According to section 24 (2) of the Act, institution of proceedings to prosecute any offence under the Act shall be instituted in the name of the Federal Republic of Nigeria by the Attorney General of the Federation (AGF) or officers in the Federal Ministry of Justice authorised by the AGF. The AGF may also authorise any officer in a state ministry of justice to prosecute directly or assist in prosecuting any of the offences in the Act after due consultation with the Attorney General of the State concerned: section 24 (3) (a) of the Act. Also, where the Tribunal requests or where contingencies require, the AGF may authorise any legal practitioner to prosecute cases under the Act or assist in the prosecution thereof: section 24 (3) (b) of the Act. Clearly, from section 24 of the Act therefore, no proceedings can be taken before the CCT by any person or authority without the express authority of the AGF. It is therefore clear that the respondents in Ogieva v Adams lack the locus to enforce the provisions of the Code of Conduct even before the CCT talk less of before the High Court.

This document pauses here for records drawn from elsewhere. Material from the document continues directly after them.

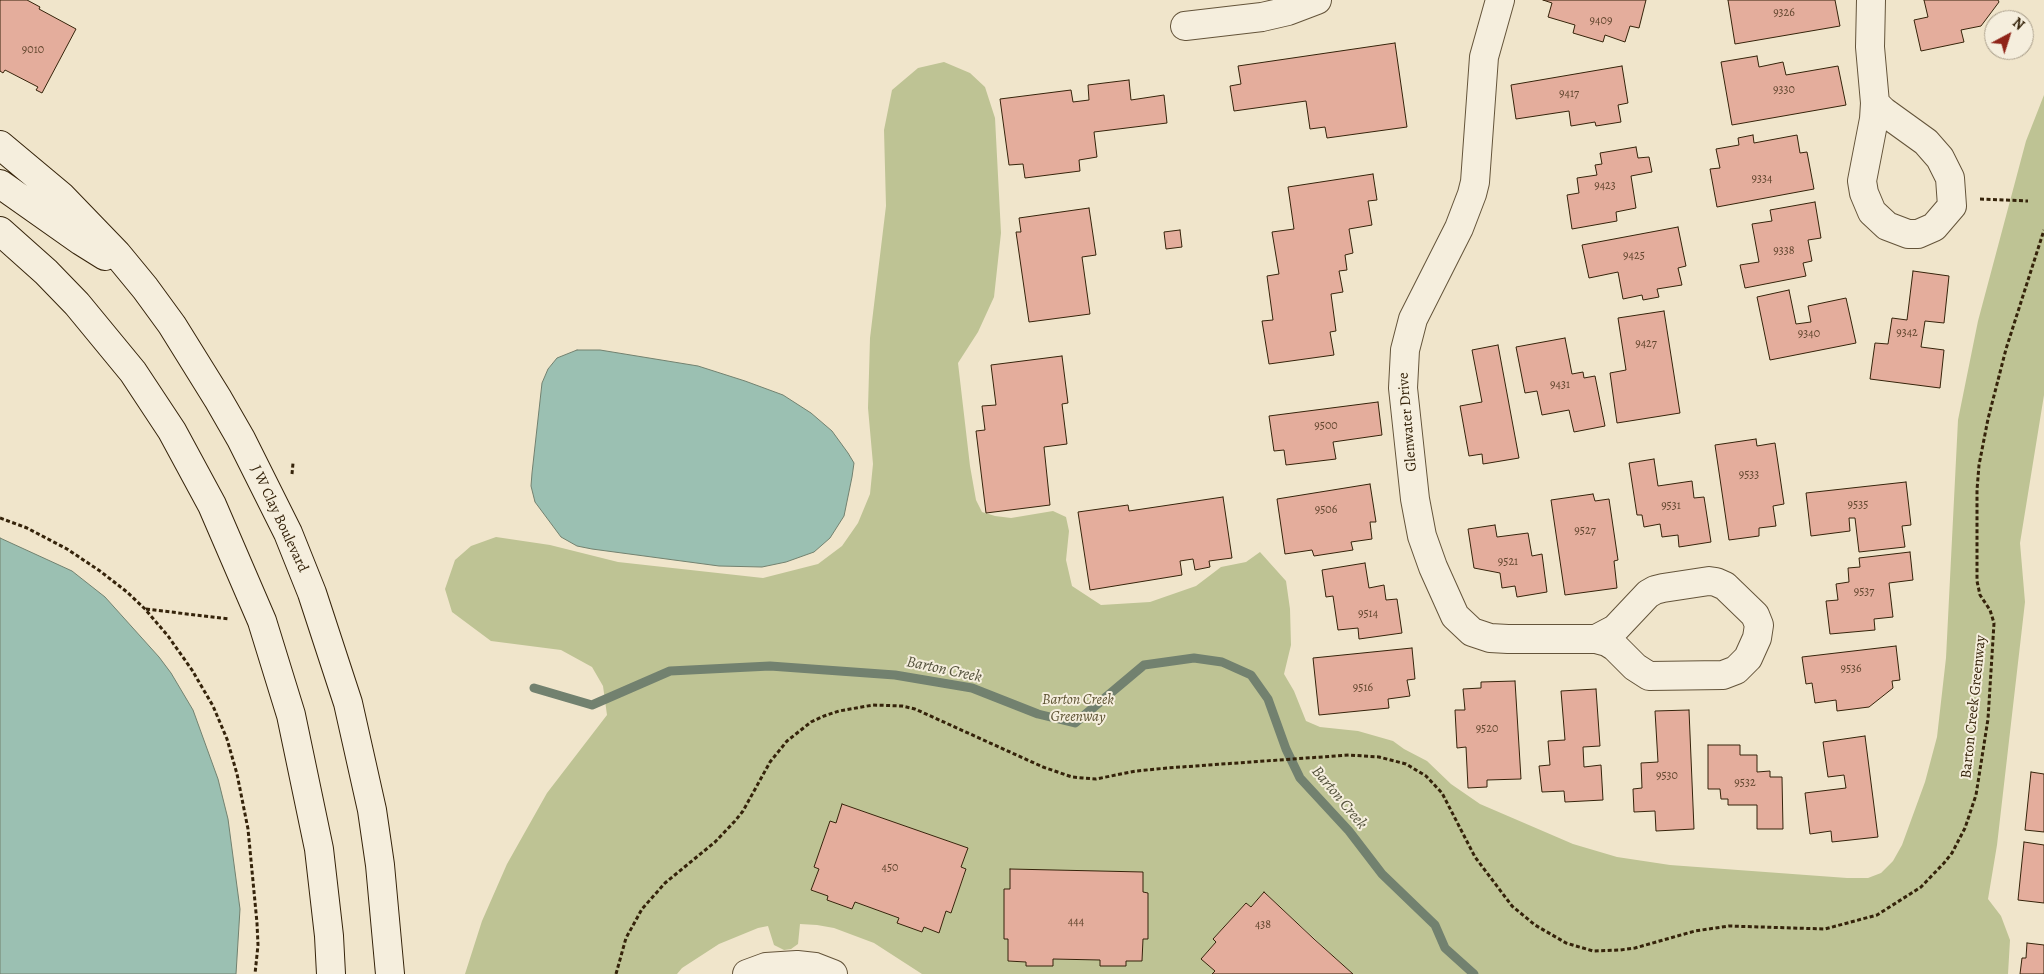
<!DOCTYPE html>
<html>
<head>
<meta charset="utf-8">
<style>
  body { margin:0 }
  #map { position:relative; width:2044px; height:974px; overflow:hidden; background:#f0e5cb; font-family:Alegreya,serif }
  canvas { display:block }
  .north { position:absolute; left:1984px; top:10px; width:50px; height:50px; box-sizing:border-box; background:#f5eedd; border:1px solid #a89d89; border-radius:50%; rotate:40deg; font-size:14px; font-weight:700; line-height:20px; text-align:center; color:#35230a }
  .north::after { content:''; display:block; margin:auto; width:18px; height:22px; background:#8f2418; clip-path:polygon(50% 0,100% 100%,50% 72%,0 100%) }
</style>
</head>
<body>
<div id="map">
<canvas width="2044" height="974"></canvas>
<div class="north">N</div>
</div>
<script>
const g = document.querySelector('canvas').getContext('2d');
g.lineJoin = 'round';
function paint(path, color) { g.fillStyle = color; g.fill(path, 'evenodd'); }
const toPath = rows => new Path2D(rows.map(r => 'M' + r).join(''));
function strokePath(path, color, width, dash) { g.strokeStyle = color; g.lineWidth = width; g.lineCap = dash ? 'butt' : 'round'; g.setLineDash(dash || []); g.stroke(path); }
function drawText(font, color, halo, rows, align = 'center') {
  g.font = font + ' Alegreya,serif'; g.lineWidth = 4; g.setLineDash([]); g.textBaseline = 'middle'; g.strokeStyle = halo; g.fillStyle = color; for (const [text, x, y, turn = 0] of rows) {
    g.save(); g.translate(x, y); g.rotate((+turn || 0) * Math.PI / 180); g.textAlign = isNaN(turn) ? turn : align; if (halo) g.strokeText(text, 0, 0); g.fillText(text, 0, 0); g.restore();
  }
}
const green = toPath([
  [944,62,970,73,985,87,995,118,1001,233,994,297,978,332,958,363,970,466,976,500,982,512,995,516,1011,518,1053,511,1066,517,1069,531,1066,560,1072,586,1101,605,1150,602,1196,586,1221,567,1246,562,1260,552,1286,581,1290,609,1291,645,1284,674,1294,691,1306,721,1320,727,1358,731,1393,741,1404,749,1427,761,1451,784,1480,804,1573,844,1617,857,1670,865,1847,878,1868,878,1881,873,1893,861,1902,845,1925,782,1937,737,1946,658,1958,420,1978,321,2026,141,2044,95,2044,395,2020,543,2025,602,1997,845,1988,899,2001,916,2010,940,2008,974,1353,974,1264,892,1251,907,1246,903,1213,939,1216,942,1202,959,1215,971,1212,974,922,974,874,943,834,928,817,925,800,924,798,944,791,949,784,950,774,945,768,926,758,928,719,944,682,968,677,974,465,974,482,921,507,864,547,793,607,715,603,686,592,667,561,650,491,641,452,612,445,589,455,560,471,546,496,537,550,545,618,562,763,578,818,564,842,546,858,523,870,494,873,464,868,408,870,338,886,206,884,130,892,90,918,68],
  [842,804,968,848,961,867,966,870,951,913,946,911,939,932,924,927,922,932,898,923,899,918,855,902,852,909,827,900,828,896,811,890,819,869,814,867,830,821,836,823],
  [1011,870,1143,872,1143,892,1148,893,1148,939,1143,939,1142,961,1126,961,1126,966,1101,966,1100,960,1053,959,1053,966,1027,966,1026,962,1008,961,1008,939,1004,939,1004,890,1010,889]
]);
const water = toPath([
  [577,350,600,350,698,366,745,381,783,395,811,413,832,431,848,453,854,463,852,477,844,516,830,538,814,552,786,562,762,567,719,566,592,549,577,546,561,537,535,502,531,486,532,473,542,383,548,369,557,358,577,350],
  [0,538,72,571,105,597,159,657,171,673,193,710,218,779,228,819,240,909,236,974,0,974,0,538]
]);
const stream = toPath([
  [534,688,592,705,670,671,770,666,895,675,972,688,1038,714,1075,723,1144,665,1194,658,1222,662,1251,675,1268,699,1286,749,1300,778,1349,831,1382,874,1435,925,1445,948,1474,974]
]);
const building = toPath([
  [0,0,27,0,40,7,39,9,76,29,42,93,36,90,38,87,9,72,5,70,3,73,0,71,0,0],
  [1543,0,1646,0,1639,28,1630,26,1625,42,1605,35,1603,42,1573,33,1575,25,1548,17,1552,3,1543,0],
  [1728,0,1835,0,1840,26,1735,44,1728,0],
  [1924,0,1998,0,1999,2,1981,26,1961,30,1964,42,1921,51,1914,20,1928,17,1924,0],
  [1395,43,1407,127,1327,138,1325,127,1310,129,1306,101,1234,111,1230,86,1241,84,1238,66,1395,43],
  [1757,56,1759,67,1783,62,1786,75,1838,66,1846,105,1732,125,1721,62,1757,56],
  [1622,66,1628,103,1618,105,1621,122,1596,126,1595,122,1571,126,1569,111,1516,119,1511,85,1622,66],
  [1129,80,1131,100,1164,95,1167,123,1094,132,1097,157,1079,160,1080,171,1025,178,1023,164,1009,165,1000,99,1071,90,1073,102,1089,100,1088,85,1129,80],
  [1753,135,1754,143,1797,135,1800,153,1807,152,1814,189,1717,207,1710,169,1720,168,1716,149,1739,145,1738,138,1753,135],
  [1636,147,1638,158,1649,157,1652,172,1631,176,1636,208,1616,212,1617,221,1572,229,1567,195,1579,193,1577,178,1597,175,1595,165,1602,164,1600,153,1636,147],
  [1373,174,1377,200,1368,201,1372,225,1349,229,1353,253,1345,255,1347,270,1339,271,1343,292,1331,294,1336,331,1330,332,1334,355,1269,364,1262,321,1273,320,1267,276,1279,274,1272,232,1294,229,1288,187,1373,174],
  [1815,202,1821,238,1808,240,1812,261,1803,263,1806,276,1745,288,1740,265,1759,262,1752,224,1772,221,1770,210,1815,202],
  [1089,208,1096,255,1082,257,1090,314,1029,322,1016,232,1021,232,1019,218,1089,208],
  [1678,227,1686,266,1678,268,1682,285,1657,289,1659,297,1643,300,1642,295,1623,299,1618,272,1589,278,1582,245,1678,227],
  [1180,230,1182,247,1166,249,1164,232,1180,230],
  [1913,271,1949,276,1944,323,1925,321,1921,347,1944,350,1940,388,1870,379,1875,343,1888,344,1892,318,1907,320,1913,271],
  [1789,290,1796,324,1811,322,1808,306,1846,298,1856,343,1770,360,1757,297,1789,290],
  [1664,311,1680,413,1617,423,1610,373,1626,370,1618,318,1664,311],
  [1565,338,1572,374,1583,372,1584,378,1595,376,1605,426,1574,432,1569,410,1542,415,1537,391,1525,393,1516,347,1565,338],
  [1498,345,1519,458,1483,464,1482,454,1469,456,1460,406,1482,402,1472,350,1498,345],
  [1062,356,1068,403,1062,404,1067,444,1044,447,1050,505,986,513,976,431,985,430,982,406,996,405,991,365,1062,356],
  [1378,402,1382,435,1333,442,1336,459,1286,465,1284,450,1274,451,1269,416,1378,402],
  [1756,439,1757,446,1775,443,1784,504,1773,506,1776,526,1759,528,1759,536,1729,540,1715,445,1756,439],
  [1654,459,1658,486,1692,481,1694,498,1704,497,1711,542,1679,547,1678,535,1662,537,1660,524,1644,527,1642,515,1637,515,1629,463,1654,459],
  [1906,482,1911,525,1902,526,1905,547,1859,552,1855,518,1849,518,1850,531,1811,536,1806,493,1906,482],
  [1370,484,1376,522,1370,522,1372,539,1351,542,1353,550,1314,556,1312,550,1285,554,1277,499,1370,484],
  [1593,494,1595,501,1609,499,1618,560,1614,561,1617,588,1565,595,1551,500,1593,494],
  [1223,497,1232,558,1209,561,1210,567,1195,570,1193,559,1180,561,1182,575,1090,590,1078,512,1128,505,1129,511,1223,497],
  [1495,525,1497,537,1528,533,1532,556,1542,554,1547,592,1517,597,1515,586,1502,588,1500,573,1474,568,1468,529,1495,525],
  [1910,552,1913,580,1889,583,1893,617,1874,619,1875,630,1830,634,1826,601,1838,600,1836,584,1849,582,1848,568,1860,567,1859,558,1910,552],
  [1365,563,1369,588,1384,585,1386,600,1397,599,1402,633,1359,639,1358,628,1338,630,1333,596,1326,597,1322,570,1365,563],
  [1896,646,1900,680,1892,681,1893,688,1869,707,1837,711,1836,700,1815,703,1812,683,1806,684,1802,657,1896,646],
  [1412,648,1415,679,1407,680,1410,696,1388,699,1389,708,1319,715,1313,658,1412,648],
  [1515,681,1521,779,1487,780,1487,787,1468,788,1466,747,1457,748,1455,710,1465,710,1463,689,1481,688,1481,682,1515,681],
  [1596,689,1600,746,1583,747,1584,767,1601,765,1603,800,1565,802,1564,791,1542,792,1539,766,1550,765,1548,741,1565,740,1561,691,1596,689],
  [1689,710,1694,829,1656,831,1655,811,1634,812,1633,789,1642,788,1641,763,1658,762,1655,711,1689,710],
  [1865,736,1878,837,1832,842,1831,831,1810,834,1805,793,1846,788,1844,775,1828,777,1823,742,1865,736],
  [1708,745,1740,745,1740,755,1757,755,1757,772,1770,771,1770,777,1782,777,1783,829,1757,829,1757,805,1728,805,1728,799,1721,799,1720,789,1708,789,1708,745],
  [2031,772,2044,774,2044,832,2025,830,2031,772],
  [842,804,968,848,961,867,966,869,951,913,946,911,939,933,924,927,922,932,897,923,899,918,855,902,852,909,827,900,828,896,811,890,819,869,814,867,830,821,836,823,842,804],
  [2024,842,2044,845,2044,903,2018,900,2024,842],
  [1010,869,1143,872,1143,892,1148,893,1148,939,1143,939,1142,961,1126,961,1126,966,1100,966,1100,960,1053,959,1053,966,1026,966,1026,962,1008,961,1008,939,1004,939,1004,889,1010,889,1010,869],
  [1264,892,1314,939,1353,974,1212,974,1215,971,1201,959,1216,942,1213,939,1246,903,1251,907,1264,892],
  [2027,943,2044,945,2044,974,2020,974,2022,958,2026,958,2027,943]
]);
const path = toPath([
  [1980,199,2028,201],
  [292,474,293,463],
  [0,518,27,528,67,549,100,571,127,592,145,609,168,636,192,670,213,706,227,739,237,774,248,829,257,923,258,945,255,974],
  [146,609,229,619],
  [616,974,626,938,642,909,665,883,715,842,735,821,743,811,770,762,787,741,811,722,824,716,839,711,873,705,902,706,915,709,1043,767,1072,777,1083,778,1096,779,1136,771,1167,768,1349,755,1379,757,1406,764,1426,776,1442,793,1475,857,1512,906,1535,925,1566,943,1593,951,1620,950,1635,948,1695,931,1729,926,1825,929,1877,915,1921,887,1944,863,1952,853,1965,828,1976,795,1988,719,1994,623,1990,610,1980,595,1977,581,1977,490,1979,465,1988,419,2006,349,2044,230]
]);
const street = toPath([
  [1500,0,1484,57,1475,182,1472,194,1459,228,1413,319,1405,350,1403,388,1415,499,1422,536,1433,567,1455,616,1472,632,1490,638,1508,639,1596,639,1607,642,1615,647,1635,667,1649,676,1723,675,1736,670,1748,658,1757,638,1759,625,1755,615,1725,586,1716,582,1709,581,1663,588,1655,590,1648,594,1615,629,1596,639],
  [1871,0,1870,47,1875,103,1874,119,1862,181,1864,193,1872,212,1887,226,1908,234,1918,234,1934,227,1952,206,1950,178,1940,158,1926,142,1883,111,1875,103],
  [1185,26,1262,17,1288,11,1317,0],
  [747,974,766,967,797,965,815,967,833,974]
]);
const secondary = toPath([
  [0,145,61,196,117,254,145,288,172,325,218,399,241,439,288,533,312,593,348,703,372,810,380,865,390,974],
  [0,184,81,241,105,256],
  [0,231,46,272,77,304,133,372,172,431,212,505,262,621,291,715,319,849,329,936,331,974]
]);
const numberNames = [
  ["9326",1784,13],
  ["9409",1601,21],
  ["9010",33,50],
  ["9330",1784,90],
  ["9417",1569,94],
  ["9334",1762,179],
  ["9423",1605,186],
  ["9338",1784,251],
  ["9425",1634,256],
  ["9342",1907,333],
  ["9340",1809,334],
  ["9427",1646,344],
  ["9431",1560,385],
  ["9500",1326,426],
  ["9533",1749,475],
  ["9535",1858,505],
  ["9531",1671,506],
  ["9506",1326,510],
  ["9527",1585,531],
  ["9521",1508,562],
  ["9537",1864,592],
  ["9514",1368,614],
  ["9536",1851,669],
  ["9516",1363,688],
  ["9520",1487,729],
  ["9530",1667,776],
  ["9532",1745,783],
  ["450",890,868],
  ["444",1076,922],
  ["438",1263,925]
];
const streetNames = [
  ["Glenwater Drive",1408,422,-95],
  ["J W Clay Boulevard",279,519,65],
  ["Barton Creek Greenway",1974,707,-84]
];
const parkNames = [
  ["Barton Creek",1078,700],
  ["Greenway",1078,717]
];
const waterNames = [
  ["Barton Creek",944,670,12],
  ["Barton Creek",1339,798,50]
];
paint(green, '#bec394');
paint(water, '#9bc0b2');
strokePath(water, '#72816f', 1);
strokePath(stream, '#72816f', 9);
paint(building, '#e4ad9c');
strokePath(building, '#35230a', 1);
strokePath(street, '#64543a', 30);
strokePath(secondary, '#35230a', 30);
strokePath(path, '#35230a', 3, [4, 2.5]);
strokePath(street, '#f5eedd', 28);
strokePath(secondary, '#f5eedd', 28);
drawText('12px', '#61462e', null, numberNames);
drawText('15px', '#35230a', '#f5eedd', streetNames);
drawText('italic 15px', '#5e5333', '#f5eedd', parkNames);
drawText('italic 16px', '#54523c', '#f5eedd', waterNames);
</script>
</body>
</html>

From the foregoing, Ogieva v Adams was never the law on the issue of the (un)lawfulness of public servants participating in private practice. The decision is therefore erroneous and bad in toto. It follows also that the article supporting it is erroneous and cannot be supported in law.

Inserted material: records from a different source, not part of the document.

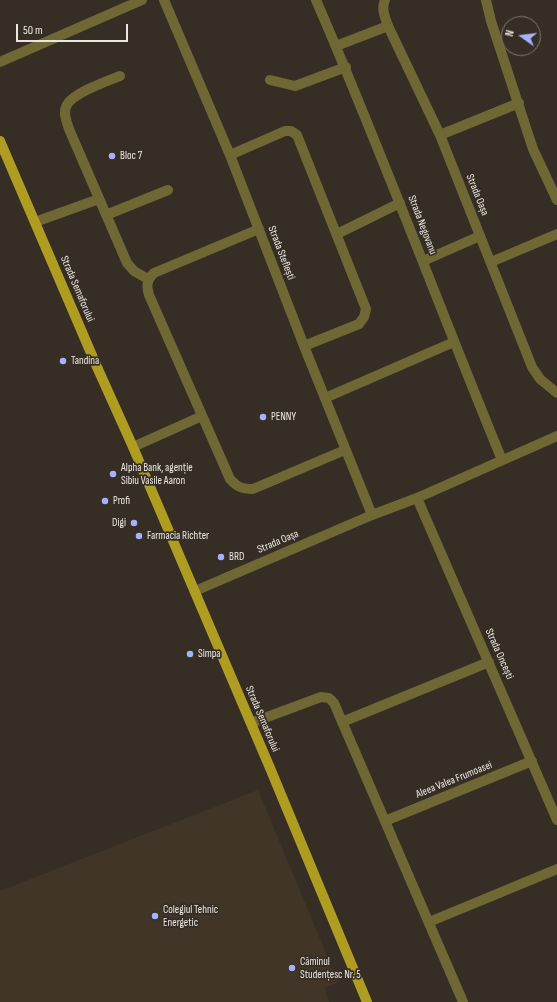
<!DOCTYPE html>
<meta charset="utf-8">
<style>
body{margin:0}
#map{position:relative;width:557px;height:1002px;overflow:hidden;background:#362e25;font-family:"Sofia Sans Condensed",sans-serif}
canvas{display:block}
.north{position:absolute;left:501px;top:16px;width:40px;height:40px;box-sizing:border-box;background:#362e25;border:1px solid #7e7870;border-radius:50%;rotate:284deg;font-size:11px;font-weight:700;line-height:16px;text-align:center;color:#ebe6e0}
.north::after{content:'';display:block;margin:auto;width:14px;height:18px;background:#a5b1fc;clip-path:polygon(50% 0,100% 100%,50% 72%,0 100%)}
.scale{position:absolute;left:16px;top:24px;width:112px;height:18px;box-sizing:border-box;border:2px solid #ebe6e0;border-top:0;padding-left:5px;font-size:12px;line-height:14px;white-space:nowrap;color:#ebe6e0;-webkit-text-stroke:3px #362e25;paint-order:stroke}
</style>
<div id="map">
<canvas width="557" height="1002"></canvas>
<div class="north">N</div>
<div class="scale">50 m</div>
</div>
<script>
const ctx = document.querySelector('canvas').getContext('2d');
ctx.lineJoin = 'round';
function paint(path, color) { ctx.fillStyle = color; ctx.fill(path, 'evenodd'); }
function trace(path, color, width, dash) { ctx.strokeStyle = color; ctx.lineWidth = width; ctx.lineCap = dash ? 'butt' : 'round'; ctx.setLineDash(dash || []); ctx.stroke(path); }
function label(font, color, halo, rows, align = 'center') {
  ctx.font = font + ' "Sofia Sans Condensed",sans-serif'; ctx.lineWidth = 3.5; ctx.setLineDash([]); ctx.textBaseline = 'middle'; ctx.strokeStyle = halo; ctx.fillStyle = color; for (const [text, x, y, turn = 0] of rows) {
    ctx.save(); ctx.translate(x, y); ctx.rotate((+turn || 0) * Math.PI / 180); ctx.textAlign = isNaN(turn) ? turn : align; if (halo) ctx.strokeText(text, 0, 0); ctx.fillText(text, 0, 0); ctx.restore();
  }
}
paint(new Path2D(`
 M258,790L338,982L324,988L329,1002H0V891Z`), '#413527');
trace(new Path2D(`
 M336,46L388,26
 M120,76C107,81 70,94 66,107C63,114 67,122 69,129L127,263L134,271L148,279
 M270,80L295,86L346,67
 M440,135L519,103
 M106,215L168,190
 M35,222L99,199
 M423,261L480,236
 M491,262L557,234
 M325,398L454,342`), '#6f6734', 10);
trace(new Path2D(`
 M164,0L230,155L304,346L372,515
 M316,0C382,152 439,307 502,460
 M385,0C381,9 385,17 388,26L440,135L532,367L540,379L557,393
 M486,0L491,21L533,149L557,200
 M0,62L142,0
 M230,155L285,131H291L297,135L366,309L364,317L359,324L304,346
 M259,229L154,273C147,280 146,285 149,295L230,479C237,487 242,489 253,489L345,450
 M337,234L400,203
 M133,447L202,416
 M417,498L557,820
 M195,591L372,515L417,498L557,436
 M342,722L489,662
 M251,723L321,697L329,698L334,703L463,1002
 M385,821L532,761
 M429,922L557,869`), '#6f6734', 10);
trace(new Path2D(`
 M0,141L97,367L133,447L270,768L367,1002`), '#af9d21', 10);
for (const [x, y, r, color] of [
 [112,156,4,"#a5b1fc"],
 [63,361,4,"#a5b1fc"],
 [263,417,4,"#a5b1fc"],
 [113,474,4,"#a5b1fc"],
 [105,501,4,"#a5b1fc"],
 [134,523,4,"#a5b1fc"],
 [139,536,4,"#a5b1fc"],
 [221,557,4,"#a5b1fc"],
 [190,654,4,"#a5b1fc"],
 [155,916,4,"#a5b1fc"],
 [292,968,4,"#a5b1fc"]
]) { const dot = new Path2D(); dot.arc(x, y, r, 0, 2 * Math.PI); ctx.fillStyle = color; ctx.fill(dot); trace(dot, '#362e25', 1.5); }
label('11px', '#ebe6e0', '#362e25', [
 ["Bloc 7",120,156],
 ["Tandina",71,361],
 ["PENNY",271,417],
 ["Alpha Bank, agenție",121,468],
 ["Sibiu Vasile Aaron",121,481],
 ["Profi",113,501],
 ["Digi",126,523,"right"],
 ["Farmacia Richter",147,536],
 ["BRD",229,557],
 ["Simpa",198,654],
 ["Colegiul Tehnic",163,910],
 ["Energetic",163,923],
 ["Căminul",300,962],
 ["Studențesc Nr. 5",300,975]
], 'left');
label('11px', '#ebe6e0', '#362e25', [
 ["Strada Oașa",477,195,68],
 ["Strada Negovanu",422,225,69],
 ["Strada Steflești",281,253,69],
 ["Strada Semaforului",77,289,67],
 ["Strada Oașa",278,542,-23],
 ["Strada Oncești",499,654,66],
 ["Strada Semaforului",262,719,67],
 ["Aleea Valea Frumoasei",454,780,-22]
]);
</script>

Three key conclusion flow from the analysis in this rejoinder. One, existing laws exempts law lecturers and medical practitioners in the universities from the prohibition of private practice by public servants. Two, even if that was not the case, the issue is not one that can be raised or ventilated before regular courts when law lecturers appear in proceedings as some private legal practitioners are wont to do; the only forum prescribed by existing law is the CCT. Three, private legal practitioners and other aggrieved persons have no locus standi before the CCT to litigate or prosecute the issue without the express authorisation of the AGF first had and obtained. One however wonders why the issue of private practice by law lecturers is generating such heat when the same is not the case in the medical profession with similar professional characteristics.